Educators from the R.I. Department of Education recently completed a “road show” on what next-generation science standards will look like in the classroom when they are implemented over the next three years.
The information sessions, which began Oct. 1 and ended earlier this month, weren’t heavily attended but are part of a long-term plan to get the word out before curriculums are revamped by the 2016-17 academic year.
The new standards are intended to overlap with Common Core teachings in math, reading and writing (the English Language Arts) and to be used to guide an updated curriculum, and more importantly, a new way of teaching that better prepares students to enter the workforce, said Peter McLaren, a RIDE science and technology specialist, and Diane Sanna, curriculum director at the Tiverton public schools.

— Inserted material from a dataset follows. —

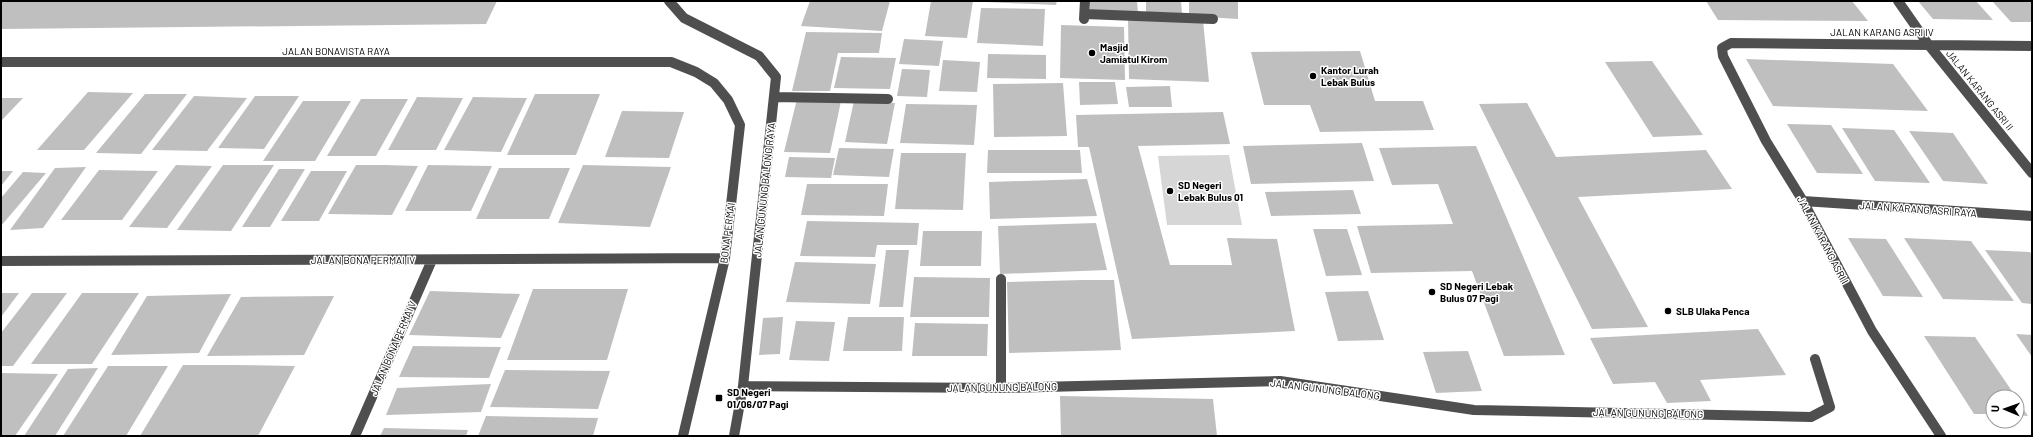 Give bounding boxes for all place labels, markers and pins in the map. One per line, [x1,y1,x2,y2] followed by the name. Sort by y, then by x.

“What we’re looking for over the K-12 spectrum is for students to think and act like scientists, not necessarily to produce scientists and engineers, but to think differently,” said McLaren. “In Rhode Island and any state that adopts these standards, students are going to be better prepared to go from a K-12 environment into the workforce.”
The framework for the scope of study being developed by teachers here and elsewhere across the country is informed by guidelines put forward by the National Research Council in 2011. The vision behind the standards, which is supported by research in the 412-page document, is for every student by the end of their K-12 experience to be engaged in the science and engineering practices and be able to apply them to the core ideas of science and engineering, McLaren said.
Rhode Island was one of 26 lead states partnering in the development of these standards this past spring, and one of eight states that have formally adopted them. The standards cover a range of subject matter, including life science, earth and space science, physical science, engineering and technology. The seven other states are California, Delaware, Kansas, Maryland, Vermont, Kentucky and Washington.